Pemilik Bangunan Liar di Gunung Antang Anggap Pembongkaran Paksa Hal yang Biasa
Botol minuman yang berserakan saat petugas melakukan pembongkaran/ Foto: Rizky Sulistio/ VOI

Bagikan:

JAKARTA - Kawasan lokalisasi prostitusi dan perjudian di Gunung Antang ternyata pernah dibongkar petugas gabungan pada tahun 2010 lalu. Namun setelah dibongkar petugas, bangunan liar di kawasan tersebut kembali menjamur karena luput dari pengawasan petugas terkait termasuk PT KAI.

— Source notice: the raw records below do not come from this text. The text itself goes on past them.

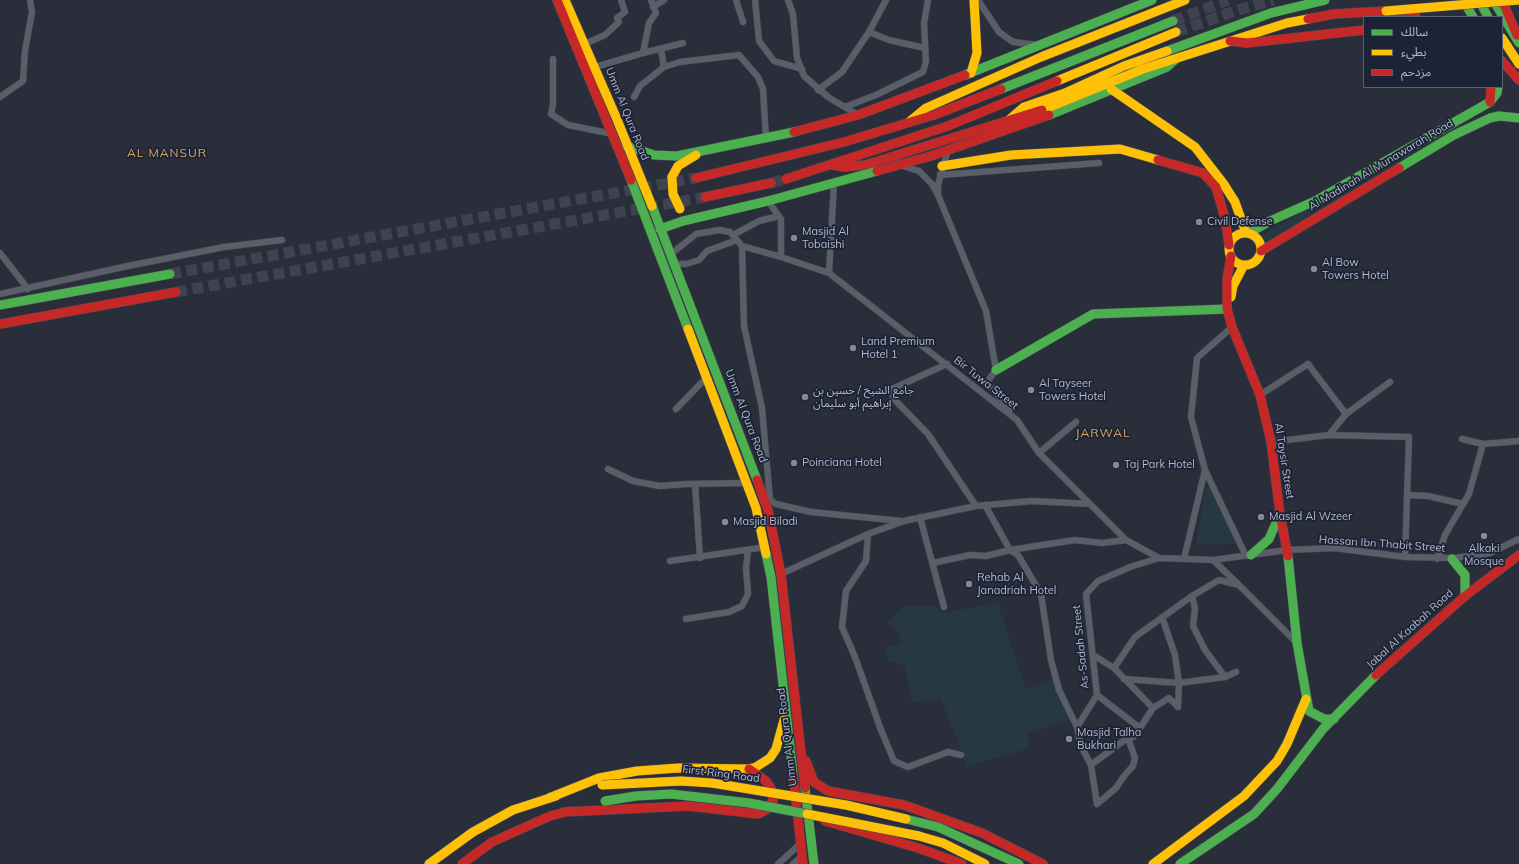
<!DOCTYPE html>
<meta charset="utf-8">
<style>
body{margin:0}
#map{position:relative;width:1519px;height:864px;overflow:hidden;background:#2a2e3a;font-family:Mulish,"Noto Sans Arabic",sans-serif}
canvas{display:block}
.legend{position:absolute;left:1363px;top:16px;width:140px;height:72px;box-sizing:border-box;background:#1c2336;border:1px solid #595f72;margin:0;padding:5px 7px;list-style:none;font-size:12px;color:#b4b9cb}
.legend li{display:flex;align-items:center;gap:8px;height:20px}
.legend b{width:20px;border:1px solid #595f72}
</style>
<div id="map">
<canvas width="1519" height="864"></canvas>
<ul class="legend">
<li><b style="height:5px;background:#4caf50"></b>سالك</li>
<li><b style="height:5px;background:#ffc107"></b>بطيء</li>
<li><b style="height:5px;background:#c62828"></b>مزدحم</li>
</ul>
</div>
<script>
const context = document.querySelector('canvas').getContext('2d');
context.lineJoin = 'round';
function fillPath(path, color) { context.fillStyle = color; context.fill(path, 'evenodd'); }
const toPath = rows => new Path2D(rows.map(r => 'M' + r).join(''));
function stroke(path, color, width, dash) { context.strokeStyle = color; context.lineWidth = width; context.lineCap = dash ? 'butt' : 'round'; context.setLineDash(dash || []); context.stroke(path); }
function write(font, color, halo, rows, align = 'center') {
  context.font = font + ' Mulish,"Noto Sans Arabic",sans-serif'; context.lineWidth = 3.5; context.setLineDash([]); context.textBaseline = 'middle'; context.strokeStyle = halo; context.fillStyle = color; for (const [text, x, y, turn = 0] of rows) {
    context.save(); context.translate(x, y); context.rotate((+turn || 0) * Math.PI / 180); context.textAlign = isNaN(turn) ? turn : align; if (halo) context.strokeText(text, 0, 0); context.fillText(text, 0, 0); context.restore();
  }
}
fillPath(toPath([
 [1462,123,1285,231,1268,243,1265,244,1261,239,1260,237,1265,233,1457,124],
 [1206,488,1211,488,1237,544,1196,545],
 [998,603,1026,690,1054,678,1069,720,1026,734,1030,748,967,766,941,699,912,702,905,666,888,661,885,647,902,644,900,634,887,623,903,607,935,605,942,613]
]), '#263841');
stroke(toPath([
 [1173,21,1228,0],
 [1176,32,1238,10,1273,0],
 [771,183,786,179],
 [170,274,696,178],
 [176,292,705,197]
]), '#3f4350', 11, [11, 5.5]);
const street = toPath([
 [736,0,743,22],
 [755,0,759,41,774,61,802,69],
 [788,0,793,14,797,58,804,76,828,97,858,115],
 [978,0,999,32,1013,42,1037,45],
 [653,7,664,0],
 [869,32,889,40,925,48],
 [584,44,605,35,619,22,617,18,625,12,621,0],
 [661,49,664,67,680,62,739,55,758,77,763,89,766,139],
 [643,53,649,23,656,13,651,0],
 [553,59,553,104,551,114,568,125,613,134],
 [595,67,643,53,683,43],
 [818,90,842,72,869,32,886,0],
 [0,97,23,81,25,51,32,12,30,0],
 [634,97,640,86,664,67],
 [845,107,876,95,923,72,926,61,924,23,928,0],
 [900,165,919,171,932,184,938,195,986,311,996,370,987,382,1010,410],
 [940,175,1099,163],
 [834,183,829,273,1017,420,1039,453,1126,540,1159,558,1213,560,1287,550,1334,548,1405,557,1455,558,1490,553,1519,539],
 [938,194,938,185,948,150],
 [768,201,781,219,781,257,829,273],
 [733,235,759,221,779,216],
 [742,246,781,257],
 [0,253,28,289],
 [671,254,696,234,719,230,730,232,742,246,744,326,762,408,770,500],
 [675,264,686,264,699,260,707,251,737,240],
 [0,294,123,267,224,247,282,240],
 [1232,327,1197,358,1191,417,1205,470,1246,556],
 [947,364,892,389,893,398,928,434,976,506],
 [1260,395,1308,364,1346,414],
 [676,409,707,377],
 [1329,435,1346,414,1390,382],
 [1462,439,1483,444,1519,441],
 [1271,442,1329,435,1409,437,1405,557],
 [1039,453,1076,422],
 [608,469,633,481,660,486,687,484,747,483],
 [695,484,700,558],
 [1407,495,1428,496,1463,504],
 [767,498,776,504,811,512,901,521],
 [985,505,1010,550,1018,555,1041,594,1051,660,1059,690,1077,727,1081,746,1091,765,1097,804],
 [920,517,944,607],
 [868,534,866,561,846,591,842,627,855,657,881,730,894,761,908,767,948,752,961,755],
 [1184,559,1205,470],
 [1437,559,1445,535,1469,494,1483,444],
 [1213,560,1238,584],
 [670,561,766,547],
 [933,563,970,555,986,556,1010,550,1075,540,1102,543,1126,540],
 [781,574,868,534,904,521,976,506,1032,501,1090,504],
 [1162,617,1175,655,1179,683,1178,707],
 [686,619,729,612,742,606,748,594,746,568,748,550],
 [1093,655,1114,668,1135,637,1192,596],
 [1114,668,1153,708,1140,728],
 [1225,677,1205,650,1193,626,1195,608,1192,596,1219,580,1239,585,1296,642],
 [1124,679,1179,683,1225,677,1236,672],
 [1153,708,1169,698,1178,707],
 [1077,727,1097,695,1086,594,1098,581,1130,567,1159,558],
 [1091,765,1130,736,1133,737,1140,728,1097,695],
 [1097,804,1116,788,1124,776,1133,766,1135,758,1128,738],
 [778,864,800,844],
 [793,864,802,856]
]);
const fast = toPath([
 [1463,0,1473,17],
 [1479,0,1488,17],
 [1493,0,1519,43],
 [1167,51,1271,13,1325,0],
 [965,75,1152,0],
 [1001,89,1173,21],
 [1049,115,1167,67,1176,59],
 [627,146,654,155,677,156,794,132],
 [1399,168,1454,135,1490,118,1499,116,1519,118],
 [631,180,688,329],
 [652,206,757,480],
 [660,229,683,221,768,201,877,171],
 [1249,233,1270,221,1317,200,1490,102,1497,93,1498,87],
 [0,305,170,274],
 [996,370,1093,314,1227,309],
 [766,554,771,577,793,774],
 [1251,555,1269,539,1280,514],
 [1288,556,1297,643,1309,711,1324,719,1334,719],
 [1452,559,1465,575,1465,596],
 [805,788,814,864],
 [1180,864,1254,814,1277,789,1323,729,1376,675]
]);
const slow = toPath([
 [565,0,616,117,652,206],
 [1502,38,1519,64],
 [971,73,977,53,974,0],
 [1057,81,1176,32],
 [1111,89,1195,147,1223,183,1235,202,1246,233],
 [1042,110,1143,69,1287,23,1308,19],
 [1009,120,1024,107,1065,93,1124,66,1167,51],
 [909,122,926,108,1041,57,1185,0],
 [942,166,1011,155,1120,149,1158,160],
 [672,177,678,166,696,155],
 '1229 249a16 16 0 1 1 32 0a16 16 0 1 1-32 0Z',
 [1231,297,1233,286,1244,265],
 [688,329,756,508,766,554],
 [549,798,599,778,637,771,678,768,749,769,756,767,770,758,776,749,784,720],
 [429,864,473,832,513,810,556,796],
 [1153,864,1244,796,1277,761,1287,744,1306,699]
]);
const jam = toPath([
 [557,0,631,180],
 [1502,0,1517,35],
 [1308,19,1334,14,1386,11,1416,17],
 [1230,41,1247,43,1364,30],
 [1502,61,1519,80],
 [1490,102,1491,87],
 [794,132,858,115,965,75],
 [1158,160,1203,173,1216,187,1225,218,1229,245],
 [833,165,844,167,865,165,1042,110],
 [877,171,931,156,1049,115],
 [696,178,844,142,934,115,1001,89],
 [786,179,948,126,1057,81],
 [705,197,771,183],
 [1261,251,1399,168],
 [1231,256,1227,279,1227,309,1232,327,1260,395,1271,442,1280,514,1288,556],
 [0,324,176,292],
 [757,480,768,510,781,574,805,788],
 [1376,675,1465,596,1519,555],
 [806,761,814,782,828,791,904,805,982,833,1043,864],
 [793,774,803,864],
 [564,812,688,806,758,814,766,810,773,801,772,790,766,781,749,769],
 [825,821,918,848,962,864],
 [462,864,492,842,550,816,570,811]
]);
stroke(street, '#464a53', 7);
stroke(fast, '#464a53', 10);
stroke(slow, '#464a53', 10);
stroke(jam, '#464a53', 10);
stroke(street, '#5a5e68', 6);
stroke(fast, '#4caf50', 9);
stroke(slow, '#ffc107', 9);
stroke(jam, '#c62828', 9);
const fastBridge = toPath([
 [605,801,636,796,671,794,749,803,807,814],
 [906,819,938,827,1019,864]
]);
const slowBridge = toPath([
 [1386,11,1519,0],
 [672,177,673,194,680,209],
 [602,785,681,781,712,783,846,805,906,819],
 [807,814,919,836,943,843,985,864]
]);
stroke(fastBridge, '#464a53', 10, []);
stroke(slowBridge, '#464a53', 10, []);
stroke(fastBridge, '#4caf50', 9);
stroke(slowBridge, '#ffc107', 9);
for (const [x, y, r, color] of [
 [1199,222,4,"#848898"],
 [794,238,4,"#848898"],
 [1314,269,4,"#848898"],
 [853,348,4,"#848898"],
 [1031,390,4,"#848898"],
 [805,397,4,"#848898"],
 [794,463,4,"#848898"],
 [1116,465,4,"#848898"],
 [1261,517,4,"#848898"],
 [725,522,4,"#848898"],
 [1484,536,4,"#848898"],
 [969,584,4,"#848898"],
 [1069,739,4,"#848898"]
]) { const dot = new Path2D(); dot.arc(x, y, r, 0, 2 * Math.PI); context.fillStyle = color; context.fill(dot); stroke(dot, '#1c2336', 1.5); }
write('11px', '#b4b9cb', '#1c2336', [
 ["Umm Al Qura Road",627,114,68],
 ["Al Madinah Al Munawarah Road",1381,165,-31],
 ["Bir Tuwa Street",986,383,38],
 ["Umm Al Qura Road",746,416,69],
 ["Al Taysir Street",1284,461,81],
 ["Hassan Ibn Thabit Street",1382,544,4],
 ["Jabal Al Kaabah Road",1410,629,-42],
 ["As-Sadah Street",1081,647,-96],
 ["Umm Al Qura Road",787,737,-97],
 ["First Ring Road",721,774,7]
]);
write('11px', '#b4b9cb', '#1c2336', [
 ["Civil Defense",1207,222],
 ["Masjid Al",802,232],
 ["Tobaishi",802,245],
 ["Al Bow",1322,263],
 ["Towers Hotel",1322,276],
 ["Land Premium",861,342],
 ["Hotel 1",861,355],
 ["Al Tayseer",1039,384],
 ["Towers Hotel",1039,397],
 ["جامع الشيخ / حسين بن",813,391],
 ["إبراهيم أبو سليمان",813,404],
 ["Poinciana Hotel",802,463],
 ["Taj Park Hotel",1124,465],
 ["Masjid Al Wzeer",1269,517],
 ["Masjid Biladi",733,522],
 ["Alkaki",1484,549,"center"],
 ["Mosque",1484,562,"center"],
 ["Rehab Al",977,578],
 ["Janadriah Hotel",977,591],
 ["Masjid Talha",1077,733],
 ["Bukhari",1077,746]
], 'left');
context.letterSpacing = '1px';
write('12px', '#ddaa5d', '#1c2336', [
 ["AL MANSUR",167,153],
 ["JARWAL",1103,433]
]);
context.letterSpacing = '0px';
</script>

Salah satu pemilik kafe di kawasan Gunung Antang berinisial PK mengatakan, dirinya menanggapi hal yang biasa terkait pembongkaran dari petugas gabungan terhadap bangunan miliknya.

"Ada imbauan dari PT KAI, biasa - biasa saja. Sudah siap (dibongkar). Dulu sekitar tahun 2010 terakhir dibongkar dan baru ini lagi (tahun 2022)," kata pria berinisial PK kepada VOI di lokasi pembongkaran Gunung Antang, Selasa, 30 Agustus.

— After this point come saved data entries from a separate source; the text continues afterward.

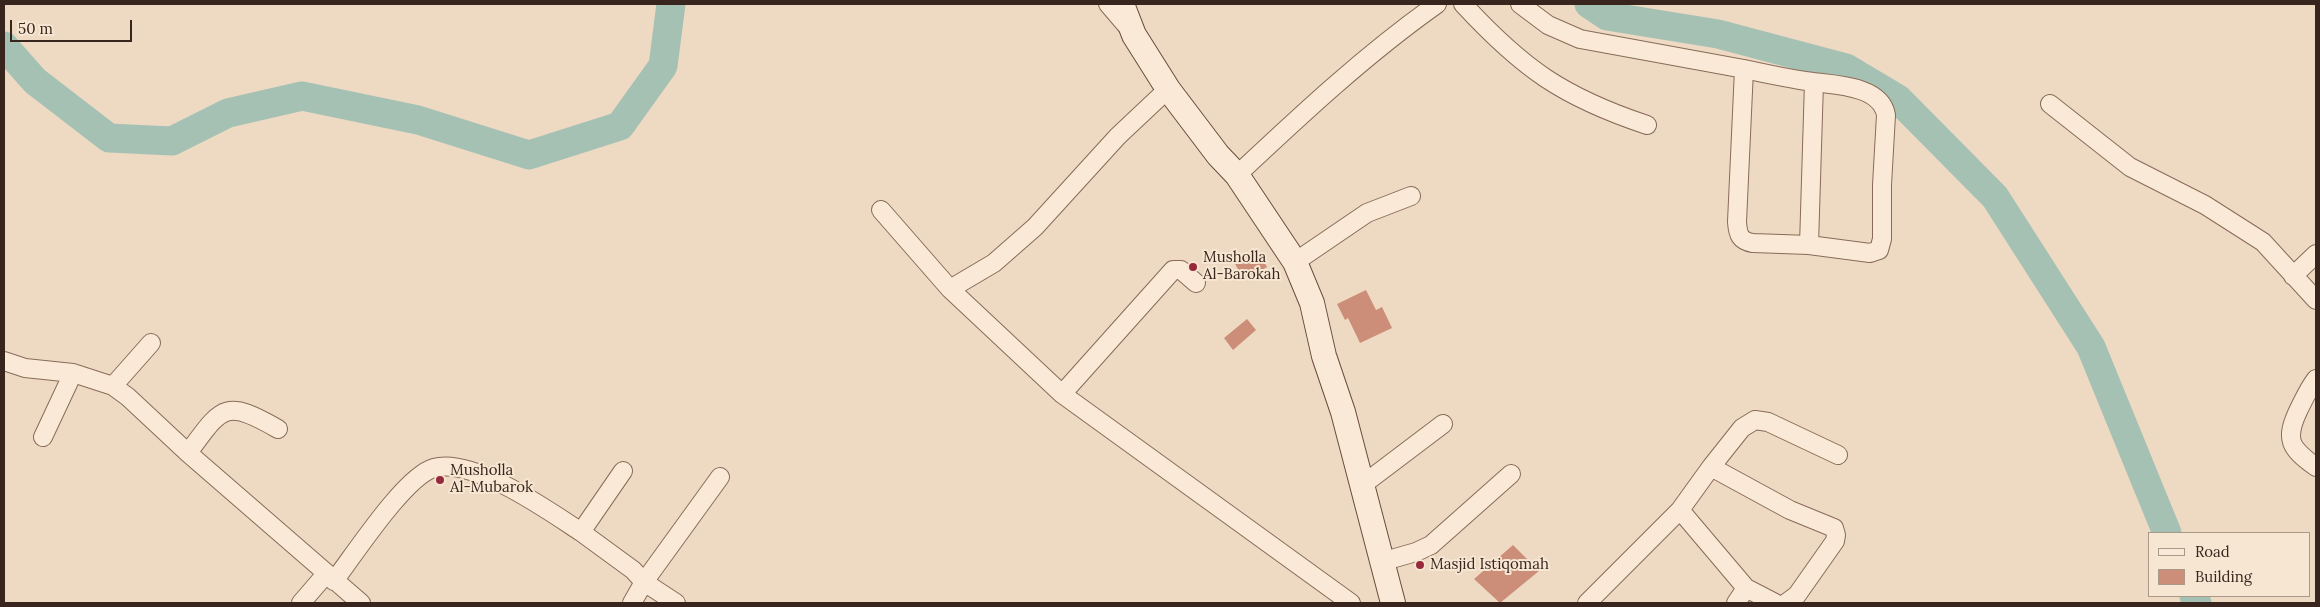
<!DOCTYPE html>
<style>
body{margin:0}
#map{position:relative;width:2320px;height:607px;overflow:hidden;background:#eedac3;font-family:Lora,serif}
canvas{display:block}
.frame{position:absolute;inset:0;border:5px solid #38261e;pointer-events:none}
.legend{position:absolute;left:2148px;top:532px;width:162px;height:65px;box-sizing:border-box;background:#f6e6d2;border:1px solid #aa998a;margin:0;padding:6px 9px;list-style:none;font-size:15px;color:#38261e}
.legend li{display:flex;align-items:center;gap:10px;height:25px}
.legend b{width:25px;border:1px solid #aa998a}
.scale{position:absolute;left:10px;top:20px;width:122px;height:22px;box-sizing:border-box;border:2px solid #38261e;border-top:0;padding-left:6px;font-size:15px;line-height:18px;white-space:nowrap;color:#38261e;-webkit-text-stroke:4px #f6e6d2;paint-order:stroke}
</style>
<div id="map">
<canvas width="2320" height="607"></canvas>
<div class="frame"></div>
<ul class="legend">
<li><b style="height:6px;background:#f9e9d6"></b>Road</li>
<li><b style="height:14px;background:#cc8e78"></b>Building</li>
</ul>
<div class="scale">50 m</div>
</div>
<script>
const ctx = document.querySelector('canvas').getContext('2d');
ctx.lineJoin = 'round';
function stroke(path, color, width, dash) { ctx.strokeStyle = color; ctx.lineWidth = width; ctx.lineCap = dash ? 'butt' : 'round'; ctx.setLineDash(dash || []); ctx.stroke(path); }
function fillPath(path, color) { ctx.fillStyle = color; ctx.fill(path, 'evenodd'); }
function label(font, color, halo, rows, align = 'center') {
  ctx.font = font + ' Lora,serif'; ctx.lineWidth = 4; ctx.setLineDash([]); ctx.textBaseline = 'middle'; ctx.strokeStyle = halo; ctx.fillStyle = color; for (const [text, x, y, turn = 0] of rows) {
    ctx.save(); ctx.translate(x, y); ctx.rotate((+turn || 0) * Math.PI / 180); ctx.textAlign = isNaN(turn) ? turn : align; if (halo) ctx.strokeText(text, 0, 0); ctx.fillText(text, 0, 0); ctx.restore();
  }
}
stroke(new Path2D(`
 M1589,4l18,12 111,18 128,34 52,31 97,98 96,150 76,186
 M4,46l31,35 74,57 63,3 56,-28 74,-17 116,24 111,35 91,-29 43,-60 8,-62
 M2194,596l3,7`), '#a5c1b4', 29);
fillPath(new Path2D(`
 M1257,249l10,18 -23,13 -10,-18z
 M1366,290l10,20 6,-3 10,21 -32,15 -12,-25 -3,2 -8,-16z
 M1247,319l9,11 -23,20 -9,-12z
 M1513,545l26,26 -39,32 -26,-24z`), '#cc8e78');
const street = new Path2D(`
 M1108,4l18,21
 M1463,4c60,65 100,93 184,121
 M1520,4l28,21 32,14 164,30
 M1744,69c23,5 46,10 69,13 23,3 68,4 73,33l-4,70v54l-3,11 -9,3 -61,-8 -56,-2c-13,-2 -15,-8 -16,-21z
 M2050,104l80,63 75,38 58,37 53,58
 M1237,175c65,-61 128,-120 200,-171
 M881,210l69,79 112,105 289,209
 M1809,245l5,-163
 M1295,262l72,-49 44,-17
 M2293,276l23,-22
 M950,289l44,-26 41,-36 83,-91 50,-47
 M4,361l21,7 48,5 40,13 15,11 60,56 173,150
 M2316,379c-7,9 -12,20 -17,30 -15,31 -9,39 17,58
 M113,386l38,-43
 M1062,394l111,-124h8l15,13
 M43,437l30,-64
 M188,453c34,-46 36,-55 90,-24
 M1711,467l79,43 44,18 2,7 -1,6 -38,54 -11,8
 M623,471l-42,61 52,38 11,12 -12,21
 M1361,486l82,-62
 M1680,510l66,78
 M1381,562l35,-10 15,-7 80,-71
 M334,581c20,-26 71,-105 100,-113 39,-11 115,43 147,64
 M301,603l25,-29
 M676,603l-32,-21 76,-105
 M1587,603l93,-93 31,-43 31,-39 13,-8 13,2 70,33
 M1736,603l10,-15 29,15`);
const secondary = new Path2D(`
 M1122,4l12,31 34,54 50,66 19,20 58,87 17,41 12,53 19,56 50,191`);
stroke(street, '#886b59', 20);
stroke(secondary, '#6a4c3d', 26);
stroke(street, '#f9e9d6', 18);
stroke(secondary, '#f9e9d6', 24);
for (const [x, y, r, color] of [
 [1193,267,5,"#98293c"],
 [440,480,5,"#98293c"],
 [1420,565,5,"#98293c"]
]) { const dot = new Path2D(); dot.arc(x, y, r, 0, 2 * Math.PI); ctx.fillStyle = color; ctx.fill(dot); stroke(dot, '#f6e6d2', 2); }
label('15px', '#38261e', '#f6e6d2', [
 ["Musholla",1203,258],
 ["Al-Barokah",1203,275],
 ["Musholla",450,471],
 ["Al-Mubarok",450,488],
 ["Masjid Istiqomah",1430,565]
], 'left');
</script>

Terkait pembongkaran yang dilakukan petugas gabungan, PK selaku pemilik salah satu tempat usaha menjelaskan bahwa dirinya tidak merasa keberatan terhadap petugas terkait. PK justru sadar diri bahwa kawasan lahan tersebut merupakan milik pemerintah.

"Engga ada keberatan, biasa aja. Saya dagang dari tahun 2000 disini," ucapnya.

Untuk dapat memiliki tempat usaha di kawasan lokalisasi Gunung Antang, PK menyebutkan dirinya pernah membeli bangunan dengan harga Rp15 juta dari seorang pemilik bangunan atau kafe yang terlebih dulu menempati.

"Lahan bangun aja. Misalnya beli bangunan orang, bukan beli lahan. Beli bangunan saya beli dulu Rp15 juta sekitar tahun 2006-2007," katanya.

Pada kesehariannya, PK kerap berjualan kopi hingga minuman beralkohol di warung atau kafe miliknya.

"Kafe ada, (tapi) kafe asal asalan. Musik ada," paparnya.

Sementara Kasie Kesra Kelurahan Palmeriam, Herdayanti menyatakan, penghuni di kawasan Gunung Antang bukan warga asli Kelurahan Palmeriam.

"Sebenarnya penghuni disini bukan warga, jadi mereka pendatang semuanya rata - rata. Di kawasan ini terkait kegiatan ekonomi yang ilegal. (penghuni Gunung Antang) tidak terdata (di Kelurahan Palmeriam)," ujarnya kepada VOI.

Herdayanti menjelaskan, penghuni yang mendiami lokalisasi Gunung Antang merupakan penghuni ilegal karena bukan warga asli.

"Penghuni ilegal bukan warga. Ini bukan lahan mereka. Sebenarnya mereka tidak tinggal disini, mereka punya tempat tinggal di wilayah lain. Iya, (mereka lakukan) bisnis ilegal," paparnya.